◆ Your task: An exact copy of the entries, with every picture omitted, is what is needed here.
[Start of section]
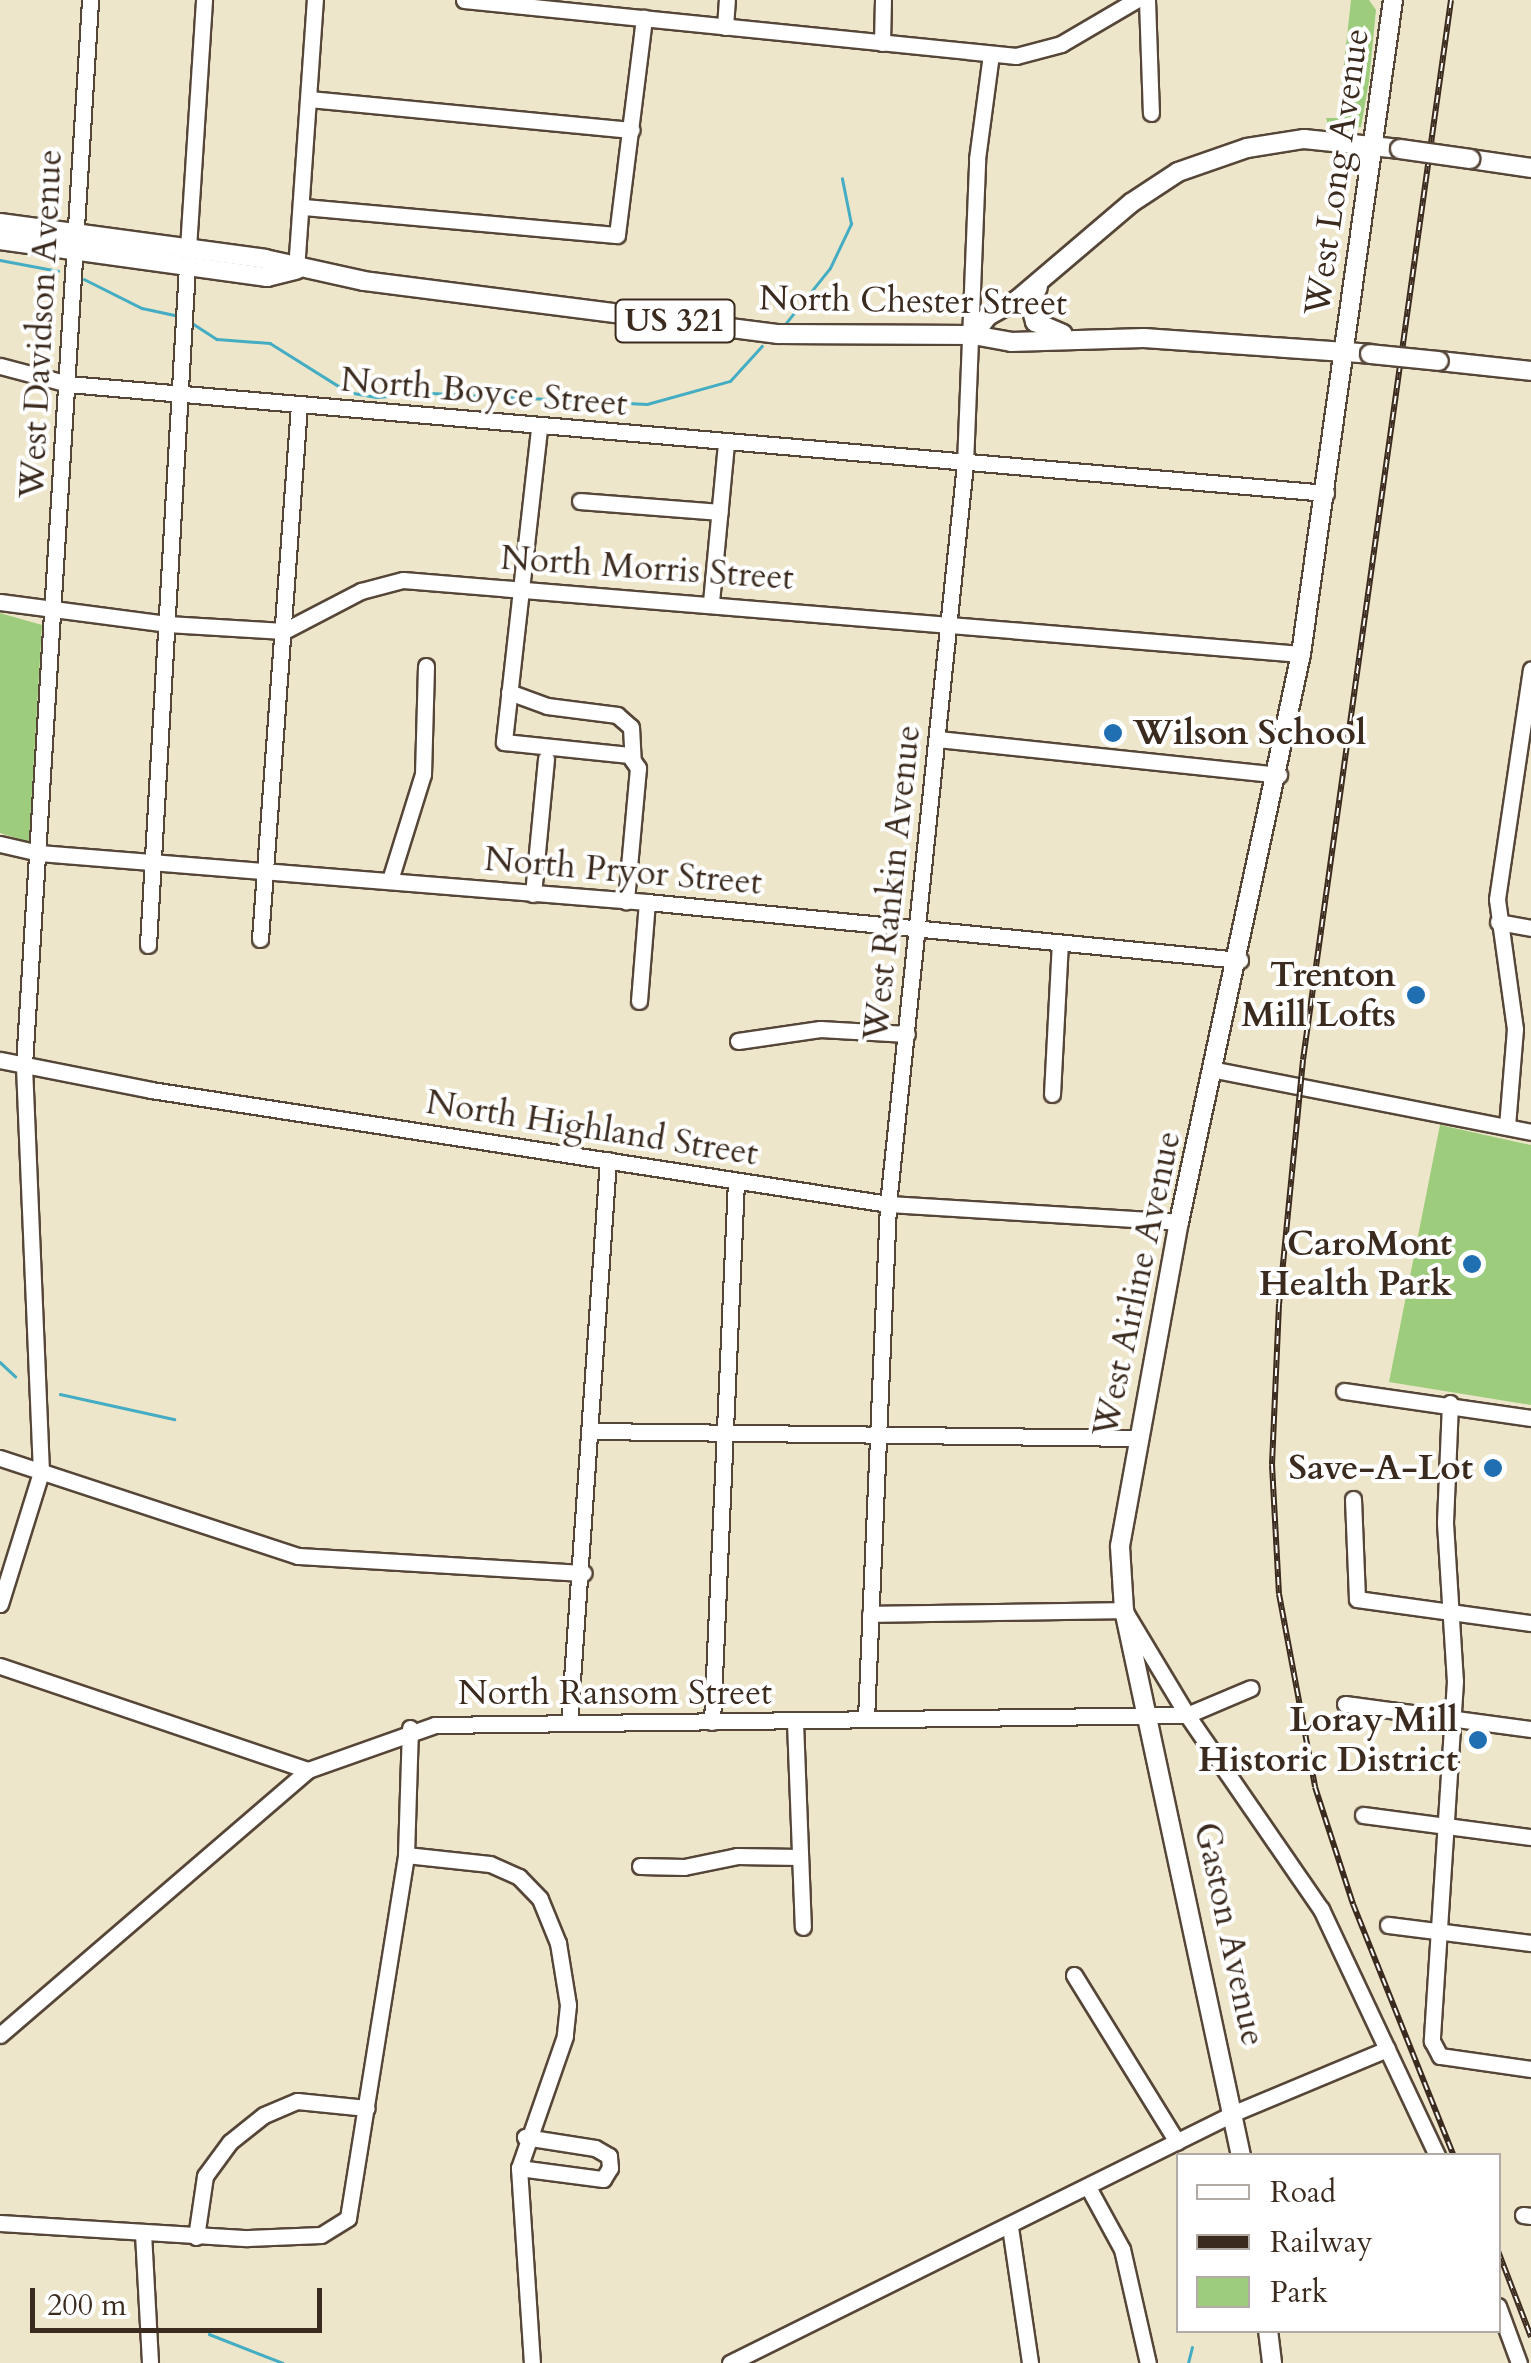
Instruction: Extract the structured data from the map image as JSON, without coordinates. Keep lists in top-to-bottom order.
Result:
{
  "streets": {
    "main road": [
      "West Long Avenue",
      "North Chester Street",
      "US 321",
      "West Airline Avenue",
      "Gaston Avenue"
    ],
    "street": [
      "West Davidson Avenue",
      "North Boyce Street",
      "North Morris Street",
      "North Pryor Street",
      "West Rankin Avenue",
      "North Highland Street",
      "North Ransom Street"
    ]
  },
  "crossings": [
    ["West Long Avenue", "North Chester Street"],
    ["West Long Avenue", "West Airline Avenue"],
    ["North Chester Street", "West Davidson Avenue"],
    ["North Chester Street", "West Rankin Avenue"],
    ["North Chester Street", "West Airline Avenue"],
    ["West Davidson Avenue", "North Boyce Street"],
    ["West Davidson Avenue", "North Morris Street"],
    ["West Davidson Avenue", "North Pryor Street"],
    ["West Davidson Avenue", "North Highland Street"],
    ["North Boyce Street", "West Rankin Avenue"],
    ["North Boyce Street", "West Airline Avenue"],
    ["North Morris Street", "West Rankin Avenue"],
    ["North Morris Street", "West Airline Avenue"],
    ["North Pryor Street", "West Rankin Avenue"],
    ["North Pryor Street", "West Airline Avenue"],
    ["West Rankin Avenue", "North Highland Street"],
    ["West Rankin Avenue", "North Ransom Street"],
    ["North Highland Street", "West Airline Avenue"],
    ["West Airline Avenue", "North Ransom Street"],
    ["West Airline Avenue", "Gaston Avenue"],
    ["North Ransom Street", "Gaston Avenue"]
  ],
  "places": [
    "Wilson School",
    "Trenton Mill Lofts",
    "CaroMont Health Park",
    "Save-A-Lot",
    "Loray Mill Historic District"
  ],
  "legend": ["Road", "Railway", "Park"],
  "scale_bar": "200 m"
}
[End of section]
◆ Answer box:
Instruction: Extract the structured data from the map image as JSON, without coordinates. Keep lists in top-to-bottom order.
Result:
{
  "streets": {
    "main road": [
      "West Long Avenue",
      "North Chester Street",
      "US 321",
      "West Airline Avenue",
      "Gaston Avenue"
    ],
    "street": [
      "West Davidson Avenue",
      "North Boyce Street",
      "North Morris Street",
      "North Pryor Street",
      "West Rankin Avenue",
      "North Highland Street",
      "North Ransom Street"
    ]
  },
  "crossings": [
    ["West Long Avenue", "North Chester Street"],
    ["West Long Avenue", "West Airline Avenue"],
    ["North Chester Street", "West Davidson Avenue"],
    ["North Chester Street", "West Rankin Avenue"],
    ["North Chester Street", "West Airline Avenue"],
    ["West Davidson Avenue", "North Boyce Street"],
    ["West Davidson Avenue", "North Morris Street"],
    ["West Davidson Avenue", "North Pryor Street"],
    ["West Davidson Avenue", "North Highland Street"],
    ["North Boyce Street", "West Rankin Avenue"],
    ["North Boyce Street", "West Airline Avenue"],
    ["North Morris Street", "West Rankin Avenue"],
    ["North Morris Street", "West Airline Avenue"],
    ["North Pryor Street", "West Rankin Avenue"],
    ["North Pryor Street", "West Airline Avenue"],
    ["West Rankin Avenue", "North Highland Street"],
    ["West Rankin Avenue", "North Ransom Street"],
    ["North Highland Street", "West Airline Avenue"],
    ["West Airline Avenue", "North Ransom Street"],
    ["West Airline Avenue", "Gaston Avenue"],
    ["North Ransom Street", "Gaston Avenue"]
  ],
  "places": [
    "Wilson School",
    "Trenton Mill Lofts",
    "CaroMont Health Park",
    "Save-A-Lot",
    "Loray Mill Historic District"
  ],
  "legend": ["Road", "Railway", "Park"],
  "scale_bar": "200 m"
}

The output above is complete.